In Re WeWork Litigation: Holding
The court found that the specific question at issue, whether management could withhold privileged communications from members of the board, was a matter of first impression. Nevertheless, the court was unreserved in its holding that management cannot unilaterally withhold such information from members of the board. In its opinion, the court wrote that the board, not management, is responsible for overseeing the affairs of a corporation and that allowing management to shield the Company's privileged information from the board would turn corporate law on its head.
The court cited section 140(a) of Delaware's General Business Corporation Law, which says, "The business and affairs of every corporation…shall be managed by or under the direction of a board of directors, except as may be otherwise provided [under the statutes] or in its certificate of incorporation." Note that the rule giving the board of directors authority to control the management of a corporation can be altered under Delaware law, but only as set forth in the corporation's certificate (a/k/a articles) of incorporation.
The rule is similar under corporate law in most other states.

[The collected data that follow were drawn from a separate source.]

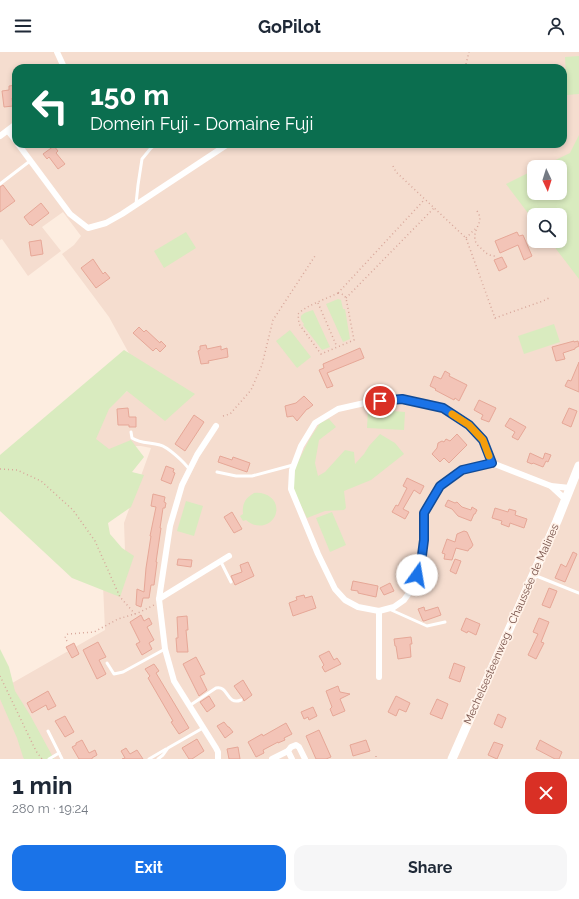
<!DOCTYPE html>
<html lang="en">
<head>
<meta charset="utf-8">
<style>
  body { margin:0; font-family:Raleway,sans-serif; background:#f6f6f7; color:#1f2937; height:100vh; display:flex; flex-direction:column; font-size:15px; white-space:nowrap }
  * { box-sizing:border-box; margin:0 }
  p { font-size:13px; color:#747a83 }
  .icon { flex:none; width:22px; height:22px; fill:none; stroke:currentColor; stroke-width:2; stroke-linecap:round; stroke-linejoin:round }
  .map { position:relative; height:707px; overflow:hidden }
  .details { display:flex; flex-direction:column; background:#fff; flex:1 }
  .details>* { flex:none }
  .banner { position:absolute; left:12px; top:12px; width:555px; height:84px; border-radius:12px; box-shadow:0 2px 6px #0003; background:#0b6e4f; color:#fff; overflow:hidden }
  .needle { width:26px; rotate:176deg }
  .tools { position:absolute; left:527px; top:108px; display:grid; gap:8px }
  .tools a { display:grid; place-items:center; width:40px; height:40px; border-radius:8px; background:#fff; box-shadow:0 2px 6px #0003; font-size:20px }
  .pin { position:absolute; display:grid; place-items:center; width:34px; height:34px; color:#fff; margin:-17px; border:2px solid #fff; border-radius:50%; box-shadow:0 1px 4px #0007 }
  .me { position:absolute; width:44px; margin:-22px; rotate:13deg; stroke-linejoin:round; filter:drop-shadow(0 0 3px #0008) }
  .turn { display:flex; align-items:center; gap:14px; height:84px; padding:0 12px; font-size:18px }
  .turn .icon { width:52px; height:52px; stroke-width:2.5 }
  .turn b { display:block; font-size:28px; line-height:34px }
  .round { display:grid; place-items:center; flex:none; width:42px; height:42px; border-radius:12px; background:#f6f6f7 }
  .overview { display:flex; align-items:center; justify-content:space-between; height:68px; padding:0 12px }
  h1 { font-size:24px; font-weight:700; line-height:30px }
  .button { display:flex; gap:8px; margin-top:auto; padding:8px 12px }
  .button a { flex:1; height:46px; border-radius:12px; background:#1a73e8; color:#fff; font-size:16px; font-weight:700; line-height:46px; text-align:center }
  .button a+a { background:#f6f6f7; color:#1f2937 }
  header { display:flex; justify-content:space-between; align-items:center; height:52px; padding:0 12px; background:#fff; font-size:18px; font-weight:700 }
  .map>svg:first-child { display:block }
  .residential { fill:#f5ddcf; fill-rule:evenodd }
  .green { fill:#d9ebbf }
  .building { fill:#f3c4b7; stroke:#e6a797 }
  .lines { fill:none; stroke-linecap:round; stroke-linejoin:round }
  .path { stroke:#d8a79b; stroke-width:1.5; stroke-dasharray:1 3; stroke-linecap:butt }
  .lane { stroke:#fff; stroke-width:3 }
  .street { stroke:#fff; stroke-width:6 }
  .secondary { stroke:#fff; stroke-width:9 }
  .route-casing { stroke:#114b97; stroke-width:10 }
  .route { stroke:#1a73e8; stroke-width:7 }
  .slow { stroke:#f59e0b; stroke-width:7 }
  .labels { text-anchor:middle; stroke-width:3.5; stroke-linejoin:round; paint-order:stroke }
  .street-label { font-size:11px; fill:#754f47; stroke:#fff1e7 }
</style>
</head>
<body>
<header><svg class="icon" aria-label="menu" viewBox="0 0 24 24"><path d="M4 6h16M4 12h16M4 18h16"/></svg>GoPilot<svg class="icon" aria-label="person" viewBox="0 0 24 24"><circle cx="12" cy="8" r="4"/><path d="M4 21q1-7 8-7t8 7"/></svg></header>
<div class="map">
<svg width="579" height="707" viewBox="0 0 579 707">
  <rect width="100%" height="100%" fill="#fdede0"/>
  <path class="residential" d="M 0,0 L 579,0 L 579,707 L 0,707 L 0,638 L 105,578 L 103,533 L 125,499 L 124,471 L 151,396 L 141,394 L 134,394 L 47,407 L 145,324 L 137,316 L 109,265 L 62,202 L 74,193 L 81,184 L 63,160 L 42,175 L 61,199 L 28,224 L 2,187 L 0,188 ZM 16,16 L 563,16 L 563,92 L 16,92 ZM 534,115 L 560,115 L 560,141 L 534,141 ZM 534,163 L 560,163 L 560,189 L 534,189 Z"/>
  <g class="green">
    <polygon points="579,4 579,42 567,43 565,5"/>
    <polygon points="579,83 579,227 550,189 560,189 560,163 534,163 534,169 506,132 534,118 534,141 560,141 560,115 541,115 570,101"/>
    <polygon points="186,180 196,196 164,216 154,199"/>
    <polygon points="338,247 341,248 343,257 345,257 350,287 343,290 326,252"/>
    <path d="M 313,258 L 330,295 L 322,298 L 303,273 L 304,272 C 296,262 305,261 313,258 Z"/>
    <polygon points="554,272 560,290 524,302 518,284"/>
    <polygon points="290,278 311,305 297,316 276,289"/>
    <polygon points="124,298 195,342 165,369 127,339 109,357 96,387 109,397 131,388 144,405 132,420 144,423 131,455 108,471 110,482 122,496 134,504 120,545 72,526 0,459 0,403"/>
    <polygon points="368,357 405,360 404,378 367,376"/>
    <polygon points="329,367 336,375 319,388 315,411 318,424 325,420 345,398 354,400 355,412 364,402 369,394 380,382 395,391 404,402 371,428 344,439 346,456 344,458 325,459 307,466 293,437 295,416 309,388 320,371"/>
    <path d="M 254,441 C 267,439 281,449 275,464 C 269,476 254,476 246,468 L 243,469 L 240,464 L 243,462 C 242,452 245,446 254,441 Z"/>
    <polygon points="186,449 203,454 194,484 177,479"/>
    <polygon points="332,460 346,493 330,500 316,466"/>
    <polygon points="0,597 9,615 15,639 30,663 54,707 24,707 23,705 17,686 0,647"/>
  </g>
  <g class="building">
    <polygon points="16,33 16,46 12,46 13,54 4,55 2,39 9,38 9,34"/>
    <polygon points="54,94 58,99 56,101 65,112 58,117 49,105 47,107 43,102"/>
    <polygon points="3,133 15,149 0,160 0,135"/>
    <polygon points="41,151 49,161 32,174 31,172 30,173 24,165"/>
    <polygon points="517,180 519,184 523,183 532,204 524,208 518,193 500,201 495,189"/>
    <polygon points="41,188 43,202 31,204 29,190"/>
    <polygon points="502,205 507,215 499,219 494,208"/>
    <polygon points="93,207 103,222 105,220 110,226 96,236 81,216"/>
    <polygon points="139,275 144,280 146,278 160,291 161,289 166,294 160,300 156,296 153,299 133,281"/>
    <polygon points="574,289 574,290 578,289 579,294 575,296 575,297 563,301 565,307 556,309 552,295"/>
    <polygon points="206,293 207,297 221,294 221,298 227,296 228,305 208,309 209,311 201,312 198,299 200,298 200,294"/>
    <polygon points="360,296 364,306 327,321 333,334 327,336 319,318 324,316 323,312"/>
    <polygon points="579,310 579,340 565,334 568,328 571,329"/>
    <polygon points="445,319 450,322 449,324 467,333 459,349 455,346 454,348 435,338 436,337 430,334 434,324 441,327"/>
    <polygon points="304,344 313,353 308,357 307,357 297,369 293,364 287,365 285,354 296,351"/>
    <polygon points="479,348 496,356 489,370 481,367 483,363 474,358"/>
    <polygon points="128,356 129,365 136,365 136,375 129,375 129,373 118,373 117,357"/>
    <polygon points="569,356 577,359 571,375 562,371"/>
    <polygon points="194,363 204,370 185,399 175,392"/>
    <polygon points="510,366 526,375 518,388 512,385 515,380 505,374"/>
    <polygon points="457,382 467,393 449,411 444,406 440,410 432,402 437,396 438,391 442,389 444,390 446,387 450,389"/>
    <polygon points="530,401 543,407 545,401 551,403 548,410 546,409 543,415 533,411 532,412 527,410"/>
    <polygon points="220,404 232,408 233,405 250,411 247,420 218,410"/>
    <polygon points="166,414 174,417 173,420 175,421 171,432 161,428"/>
    <polygon points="407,426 424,434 420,442 414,438 403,457 409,460 405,467 392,460 396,453 398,454 407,436 403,434"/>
    <polygon points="153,442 165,445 164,450 166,451 165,456 163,456 160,476 161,476 156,510 157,510 154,533 151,533 149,546 143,546 141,555 136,553 137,537 144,540 146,516 151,484 150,484 156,455 151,454"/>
    <polygon points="448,448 455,451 457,450 462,455 471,458 472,455 477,458 475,462 474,462 471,469 458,464 452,457 445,454"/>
    <polygon points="495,456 508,460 509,457 516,459 515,463 527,467 524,476 510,471 509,475 501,472 502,469 492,466"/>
    <polygon points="232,460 242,477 234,481 224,465"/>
    <polygon points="464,479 467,480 473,493 471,496 469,497 468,499 456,496 452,508 444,507 445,502 442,501 447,487 455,490 457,482"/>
    <polygon points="573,500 577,502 565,530 555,526 561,512 566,515"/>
    <polygon points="178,507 192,508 191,515 177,513"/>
    <polygon points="455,507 461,509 456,522 450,519"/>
    <polygon points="248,510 254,524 235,533 231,524 242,520 240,513"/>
    <polygon points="353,529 378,534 376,545 358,541 358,539 351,538"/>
    <polygon points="390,531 394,539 384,543 380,536"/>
    <polygon points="549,536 557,539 550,556 542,553"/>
    <polygon points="304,543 305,546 312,544 316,556 293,564 289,551 297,548 296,545"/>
    <polygon points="424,555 425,559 438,555 441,563 424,569 423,569 418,557"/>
    <polygon points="141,563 144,569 149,566 152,572 147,575 154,588 149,591 152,597 142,603 136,592 140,590 130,570"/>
    <polygon points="187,564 188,578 186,578 188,600 177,600 176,586 178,586 177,565"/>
    <polygon points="466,566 480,572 476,583 468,579 467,581 461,578"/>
    <polygon points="539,566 549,570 541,590 544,591 536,607 528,603 538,582 533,580"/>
    <polygon points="411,585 412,592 410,592 411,605 398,607 396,594 395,594 394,587"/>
    <polygon points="98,590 106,605 99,608 106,622 97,627 83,598"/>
    <polygon points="74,591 79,602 72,606 66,595"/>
    <polygon points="329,599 334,608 337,606 341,612 325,620 322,615 324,613 319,604"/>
    <polygon points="196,605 205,622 200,624 207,638 199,644 183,612"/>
    <polygon points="454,611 465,615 460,630 449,626"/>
    <polygon points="154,612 159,619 156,621 189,676 179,682 171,670 173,669 148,626 150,624 145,617"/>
    <polygon points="243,628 252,643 244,649 243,646 242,645 234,634"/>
    <polygon points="338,634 340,640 350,642 340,647 345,659 333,664 330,657 332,655 326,639"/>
    <polygon points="48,639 56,654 48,658 46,653 32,661 27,651"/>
    <polygon points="209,644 215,654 207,660 200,650"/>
    <polygon points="396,644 410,651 406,660 399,657 396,664 388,660"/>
    <polygon points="437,647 448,652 442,667 430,662"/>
    <polygon points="313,655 317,664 309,668 308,665 304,667 301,660"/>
    <polygon points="498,662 506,666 502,676 494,672"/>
    <polygon points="65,664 74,680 65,685 55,669"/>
    <polygon points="224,670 228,675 229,675 233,680 225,686 217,674"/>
    <polygon points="286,671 292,682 284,686 285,688 278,691 278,690 263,698 264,701 256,705 248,690 262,682 263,684"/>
    <polygon points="319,678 331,705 326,707 316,707 306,684"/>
    <polygon points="197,687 204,699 192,707 189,707 182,696"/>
    <polygon points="82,688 89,701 95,698 97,703 92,706 92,707 79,707 72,695 76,693 76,691"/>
    <polygon points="366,688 370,699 353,704 350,693"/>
    <polygon points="540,688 562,700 559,707 555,707 536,697"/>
    <polygon points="494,690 503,693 497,707 488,703"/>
    <polygon points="238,695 240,707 229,707 227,697"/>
    <polygon points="126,696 130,702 137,698 143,707 122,707 125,706 121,699"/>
  </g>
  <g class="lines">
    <g class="path">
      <polyline points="465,16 469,0"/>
      <polyline points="393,114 396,120 466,186 495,266 543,249 551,245"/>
      <path d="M 477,159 C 485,170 473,176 475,187 C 475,191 479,195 482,197 C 486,202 490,204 496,204"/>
      <polyline points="466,186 475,177"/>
      <path d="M 338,241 L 344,243 L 346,246 L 354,288 L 321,302 L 299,272 L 298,262 C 307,253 326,247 338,241 Z"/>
      <polyline points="338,241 425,147"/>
      <polyline points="346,246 434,156"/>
      <polyline points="318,251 337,295"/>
      <polyline points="223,364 230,362 251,338 262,313 273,268 315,204"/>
      <polyline points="0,417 17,418 41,429 73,458 95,489 120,545 135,562"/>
      <polyline points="67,589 65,586 66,583 68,582 94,580 118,567 138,561 154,553"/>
      <polyline points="0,624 36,699 42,707"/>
      <polyline points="376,704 376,707"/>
    </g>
    <g class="lane">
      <polyline points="0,132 30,109"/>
      <polyline points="136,152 138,133 142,107 151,96 157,92"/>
      <path d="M 131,380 L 132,386 C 141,392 150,390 160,393 C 168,395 184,410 189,417"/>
      <polyline points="217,420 236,424 252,424 293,413"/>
      <polyline points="221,510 231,530"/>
      <polyline points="534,523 579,541"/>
      <polyline points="389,557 427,574 445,570"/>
      <polyline points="107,611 114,622 123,620 165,597"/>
      <path d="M 189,654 L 216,636 C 229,633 226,654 241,648"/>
      <polyline points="48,679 62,707"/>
      <polyline points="49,707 59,701"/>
      <polyline points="149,707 166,697"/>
      <polyline points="158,707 163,703 168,696 203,676"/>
    </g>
    <g class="street">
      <polyline points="57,0 63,13 64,16"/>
      <polyline points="8,79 16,89"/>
      <polyline points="0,84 16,72"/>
      <polyline points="18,92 70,162 88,176 106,171 122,162 228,92"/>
      <polyline points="216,374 197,403 182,433 170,474 159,547 165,597 174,629 216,696 218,700 218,707"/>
      <polyline points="492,411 462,418 440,434 424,461 424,487 421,511 414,534 404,548 394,555 379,559 358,555 345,548 335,537 318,502 291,437 292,418 301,394 315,371 338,357 369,350 402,347 443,356 469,373 483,388 492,411 551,434 570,436"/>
      <polyline points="551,434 565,447"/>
      <polyline points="159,547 229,504"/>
      <polyline points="379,625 379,559"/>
      <polyline points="272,707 288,699"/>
      <polyline points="292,707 288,699 291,695 296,693 299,695 305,707"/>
    </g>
    <polyline class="secondary" points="452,707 557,469 579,414"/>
  </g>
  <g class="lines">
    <g class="route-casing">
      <polyline id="route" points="380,349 402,347 443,356 469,373 483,388 492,411 462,418 440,434 424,461 424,488 421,511 417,523"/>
    </g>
    <use href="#route" class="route"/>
    <polyline class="slow" points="452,362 469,373 483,388 489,404"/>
  </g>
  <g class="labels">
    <g class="street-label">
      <text transform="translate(511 572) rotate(-66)" y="4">Mechelsesteenweg - Chaussée de Malines</text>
    </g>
  </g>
</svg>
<div class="tools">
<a><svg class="needle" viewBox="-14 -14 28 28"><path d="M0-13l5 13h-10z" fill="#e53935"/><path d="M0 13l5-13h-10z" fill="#747a83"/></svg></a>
<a><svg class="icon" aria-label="search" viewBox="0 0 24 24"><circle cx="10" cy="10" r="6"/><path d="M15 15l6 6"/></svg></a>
</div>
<div class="pin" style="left:380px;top:349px;background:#d93025"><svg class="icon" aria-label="arrive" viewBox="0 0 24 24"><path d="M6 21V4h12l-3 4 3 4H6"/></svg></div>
<svg class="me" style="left:417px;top:523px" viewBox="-20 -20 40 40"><circle r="19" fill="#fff"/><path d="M0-13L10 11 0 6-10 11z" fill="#1a73e8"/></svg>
<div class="banner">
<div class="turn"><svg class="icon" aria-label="left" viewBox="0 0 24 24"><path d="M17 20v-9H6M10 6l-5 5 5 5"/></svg><div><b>150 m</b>Domein Fuji - Domaine Fuji</div></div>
</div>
</div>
<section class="details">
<div class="overview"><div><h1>1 min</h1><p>280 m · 19:24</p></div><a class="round" style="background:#d93025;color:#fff"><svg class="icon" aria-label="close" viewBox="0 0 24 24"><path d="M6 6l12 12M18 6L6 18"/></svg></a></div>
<div class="button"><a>Exit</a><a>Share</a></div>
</section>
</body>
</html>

For example, the ABA's Model Business Corporations Act says, "Except as may be provided in [a shareholders' agreement] and subject to any limitation in the articles of incorporation permitted by [statute], all corporate powers shall be exercised by or under the authority of the board of directors, and the business and affairs of the corporation shall be managed by or under the direction, and subject to the oversight, of the board of directors."
How This Information Can Help
1. Under default rules, the operations of a family corporation are controlled by the board of directors, not the shareholders or the officers. Therefore, if the president or chief executive officer of a family corporation proposes to take an action that is a matter of disagreement among the owners, the board of directors can make a binding decision to authorize or prevent that action. If the owners of a family corporation wish to limit the board's power, they can do so in the corporation's articles of incorporation (or, in some cases, by executing a shareholders' agreement).
2. When owners of an incorporated family business engage in succession planning, they can provide for a well-constituted board of directors to oversee the family member (or outsider) whom they select as successor president or chief executive officer. In that way, they will not be granting too much power to one person. In the alternative, if they wish to grant special powers to the shareholders or the executives under their succession plan, they can do so by limiting the powers of the board in specific ways that are set forth in the corporation's articles of incorporation.